- Exercise description -
For the data that follows, report how many lines contain the word "stream", and nothing else.

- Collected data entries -
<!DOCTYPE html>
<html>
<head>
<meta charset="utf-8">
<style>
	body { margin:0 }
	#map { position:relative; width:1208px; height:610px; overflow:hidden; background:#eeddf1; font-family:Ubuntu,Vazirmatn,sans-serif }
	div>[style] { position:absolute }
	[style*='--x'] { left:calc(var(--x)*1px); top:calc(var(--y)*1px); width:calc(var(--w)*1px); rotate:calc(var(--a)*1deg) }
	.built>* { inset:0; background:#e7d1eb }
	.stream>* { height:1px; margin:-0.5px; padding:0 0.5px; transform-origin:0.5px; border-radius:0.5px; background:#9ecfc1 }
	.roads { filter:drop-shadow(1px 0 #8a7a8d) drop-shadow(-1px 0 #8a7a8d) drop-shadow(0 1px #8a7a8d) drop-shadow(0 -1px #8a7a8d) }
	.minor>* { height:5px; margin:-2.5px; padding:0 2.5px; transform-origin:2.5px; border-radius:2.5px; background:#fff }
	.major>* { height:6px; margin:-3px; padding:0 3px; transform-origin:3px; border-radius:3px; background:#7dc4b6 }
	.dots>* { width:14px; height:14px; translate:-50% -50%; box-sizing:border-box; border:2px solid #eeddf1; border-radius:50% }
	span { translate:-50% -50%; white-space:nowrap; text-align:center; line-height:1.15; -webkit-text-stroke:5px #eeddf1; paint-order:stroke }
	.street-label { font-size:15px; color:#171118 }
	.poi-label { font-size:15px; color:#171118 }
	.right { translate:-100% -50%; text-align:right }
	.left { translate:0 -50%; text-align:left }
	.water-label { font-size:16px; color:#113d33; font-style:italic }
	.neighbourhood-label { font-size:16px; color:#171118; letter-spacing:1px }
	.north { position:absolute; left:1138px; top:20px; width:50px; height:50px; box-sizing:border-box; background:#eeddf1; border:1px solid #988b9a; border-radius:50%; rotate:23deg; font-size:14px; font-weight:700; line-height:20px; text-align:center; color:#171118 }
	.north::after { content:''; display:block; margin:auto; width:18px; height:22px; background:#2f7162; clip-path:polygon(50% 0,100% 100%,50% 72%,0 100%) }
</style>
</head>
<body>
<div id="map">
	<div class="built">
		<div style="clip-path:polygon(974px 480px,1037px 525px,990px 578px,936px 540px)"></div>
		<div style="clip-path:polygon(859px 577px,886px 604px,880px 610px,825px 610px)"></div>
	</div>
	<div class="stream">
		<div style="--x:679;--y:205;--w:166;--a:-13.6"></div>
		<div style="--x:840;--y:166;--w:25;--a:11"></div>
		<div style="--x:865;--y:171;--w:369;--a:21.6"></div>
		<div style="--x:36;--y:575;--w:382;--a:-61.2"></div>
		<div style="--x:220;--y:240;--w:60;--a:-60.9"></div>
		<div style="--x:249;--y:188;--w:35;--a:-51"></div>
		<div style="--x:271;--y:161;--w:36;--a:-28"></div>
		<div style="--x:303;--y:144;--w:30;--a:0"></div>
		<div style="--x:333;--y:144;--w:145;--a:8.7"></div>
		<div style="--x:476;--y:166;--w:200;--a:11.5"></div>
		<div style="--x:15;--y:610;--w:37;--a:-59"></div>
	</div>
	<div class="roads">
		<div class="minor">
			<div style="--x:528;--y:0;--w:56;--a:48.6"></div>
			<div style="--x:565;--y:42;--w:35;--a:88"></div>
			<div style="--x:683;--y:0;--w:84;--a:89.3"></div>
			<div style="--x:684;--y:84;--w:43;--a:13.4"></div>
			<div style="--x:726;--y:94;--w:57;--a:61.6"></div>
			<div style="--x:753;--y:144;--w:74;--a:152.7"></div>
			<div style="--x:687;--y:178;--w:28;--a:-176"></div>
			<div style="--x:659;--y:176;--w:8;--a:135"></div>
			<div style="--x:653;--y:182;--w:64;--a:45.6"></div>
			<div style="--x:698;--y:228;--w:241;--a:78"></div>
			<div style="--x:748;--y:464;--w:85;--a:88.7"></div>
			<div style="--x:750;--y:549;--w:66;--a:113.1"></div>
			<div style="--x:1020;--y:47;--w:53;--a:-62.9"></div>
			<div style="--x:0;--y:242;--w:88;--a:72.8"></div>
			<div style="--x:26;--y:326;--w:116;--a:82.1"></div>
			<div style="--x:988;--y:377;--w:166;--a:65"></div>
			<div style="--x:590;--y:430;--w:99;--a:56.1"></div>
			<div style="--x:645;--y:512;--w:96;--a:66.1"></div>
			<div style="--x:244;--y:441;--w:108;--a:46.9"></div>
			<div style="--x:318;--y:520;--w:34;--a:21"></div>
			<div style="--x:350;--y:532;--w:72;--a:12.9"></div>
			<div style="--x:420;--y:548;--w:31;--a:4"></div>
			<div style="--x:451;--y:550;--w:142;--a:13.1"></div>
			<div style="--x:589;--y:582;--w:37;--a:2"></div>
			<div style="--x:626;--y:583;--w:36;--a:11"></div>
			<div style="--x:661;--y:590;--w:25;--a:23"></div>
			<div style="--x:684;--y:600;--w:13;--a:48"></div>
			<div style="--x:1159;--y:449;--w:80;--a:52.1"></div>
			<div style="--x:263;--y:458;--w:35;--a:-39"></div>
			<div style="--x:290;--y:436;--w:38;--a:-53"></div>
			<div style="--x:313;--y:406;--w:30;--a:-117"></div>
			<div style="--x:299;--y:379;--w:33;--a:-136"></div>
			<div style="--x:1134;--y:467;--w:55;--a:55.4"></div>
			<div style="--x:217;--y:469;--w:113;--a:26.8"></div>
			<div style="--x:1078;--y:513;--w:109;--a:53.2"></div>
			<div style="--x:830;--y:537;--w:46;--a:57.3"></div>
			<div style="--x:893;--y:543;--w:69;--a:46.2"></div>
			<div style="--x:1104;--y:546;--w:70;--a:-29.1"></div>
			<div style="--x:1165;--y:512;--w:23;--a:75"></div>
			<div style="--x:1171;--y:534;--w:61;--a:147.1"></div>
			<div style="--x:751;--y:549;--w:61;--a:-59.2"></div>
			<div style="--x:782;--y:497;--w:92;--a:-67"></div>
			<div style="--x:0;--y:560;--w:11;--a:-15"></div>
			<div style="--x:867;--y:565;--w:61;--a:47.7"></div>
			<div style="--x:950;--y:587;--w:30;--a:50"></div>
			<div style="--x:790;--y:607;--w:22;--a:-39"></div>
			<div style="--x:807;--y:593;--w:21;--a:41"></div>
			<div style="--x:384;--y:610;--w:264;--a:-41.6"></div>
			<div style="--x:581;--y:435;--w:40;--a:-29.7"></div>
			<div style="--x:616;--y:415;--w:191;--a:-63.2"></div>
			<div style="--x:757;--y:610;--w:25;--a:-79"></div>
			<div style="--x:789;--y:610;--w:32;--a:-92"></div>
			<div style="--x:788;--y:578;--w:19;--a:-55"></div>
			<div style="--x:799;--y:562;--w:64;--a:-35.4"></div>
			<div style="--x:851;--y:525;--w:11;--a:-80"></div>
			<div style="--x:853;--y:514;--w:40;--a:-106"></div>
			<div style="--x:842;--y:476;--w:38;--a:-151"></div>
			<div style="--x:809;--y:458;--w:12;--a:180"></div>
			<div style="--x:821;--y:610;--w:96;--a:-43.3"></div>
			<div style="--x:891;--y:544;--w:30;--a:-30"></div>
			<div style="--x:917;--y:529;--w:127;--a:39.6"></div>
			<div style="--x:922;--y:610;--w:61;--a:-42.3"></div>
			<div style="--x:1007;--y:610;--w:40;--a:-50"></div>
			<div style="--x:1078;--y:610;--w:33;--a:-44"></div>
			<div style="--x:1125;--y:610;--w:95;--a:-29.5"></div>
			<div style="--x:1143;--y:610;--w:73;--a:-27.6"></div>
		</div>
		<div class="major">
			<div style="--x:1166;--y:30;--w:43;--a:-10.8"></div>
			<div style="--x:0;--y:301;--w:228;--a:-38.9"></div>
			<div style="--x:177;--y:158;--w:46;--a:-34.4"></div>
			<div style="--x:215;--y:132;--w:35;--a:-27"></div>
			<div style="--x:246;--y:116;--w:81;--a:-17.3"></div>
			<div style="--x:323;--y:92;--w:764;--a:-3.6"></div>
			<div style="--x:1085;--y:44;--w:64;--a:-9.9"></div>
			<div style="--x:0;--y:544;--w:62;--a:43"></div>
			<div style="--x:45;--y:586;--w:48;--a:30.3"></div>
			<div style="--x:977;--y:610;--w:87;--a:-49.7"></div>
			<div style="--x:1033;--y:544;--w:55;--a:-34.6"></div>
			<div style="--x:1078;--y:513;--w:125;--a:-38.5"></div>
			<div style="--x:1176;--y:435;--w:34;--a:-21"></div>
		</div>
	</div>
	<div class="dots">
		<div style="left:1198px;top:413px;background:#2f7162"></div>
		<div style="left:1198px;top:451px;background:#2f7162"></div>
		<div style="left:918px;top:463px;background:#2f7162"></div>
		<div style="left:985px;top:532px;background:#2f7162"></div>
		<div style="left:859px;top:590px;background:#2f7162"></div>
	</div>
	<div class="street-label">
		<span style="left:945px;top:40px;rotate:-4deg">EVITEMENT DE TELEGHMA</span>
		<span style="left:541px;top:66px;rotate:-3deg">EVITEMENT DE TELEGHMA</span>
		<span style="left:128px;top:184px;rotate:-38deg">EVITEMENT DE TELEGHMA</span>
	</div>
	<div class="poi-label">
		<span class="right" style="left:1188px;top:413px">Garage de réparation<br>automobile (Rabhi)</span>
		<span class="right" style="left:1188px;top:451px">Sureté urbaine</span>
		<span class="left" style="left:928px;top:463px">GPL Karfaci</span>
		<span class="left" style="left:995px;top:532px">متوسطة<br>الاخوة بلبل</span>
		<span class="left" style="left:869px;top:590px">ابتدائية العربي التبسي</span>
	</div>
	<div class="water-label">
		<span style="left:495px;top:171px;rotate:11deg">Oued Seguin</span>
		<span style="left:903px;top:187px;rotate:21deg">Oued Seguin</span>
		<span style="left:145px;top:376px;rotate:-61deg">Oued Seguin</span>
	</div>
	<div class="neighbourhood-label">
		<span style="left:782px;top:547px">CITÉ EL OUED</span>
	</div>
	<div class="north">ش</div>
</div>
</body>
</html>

- Exercise solution -
2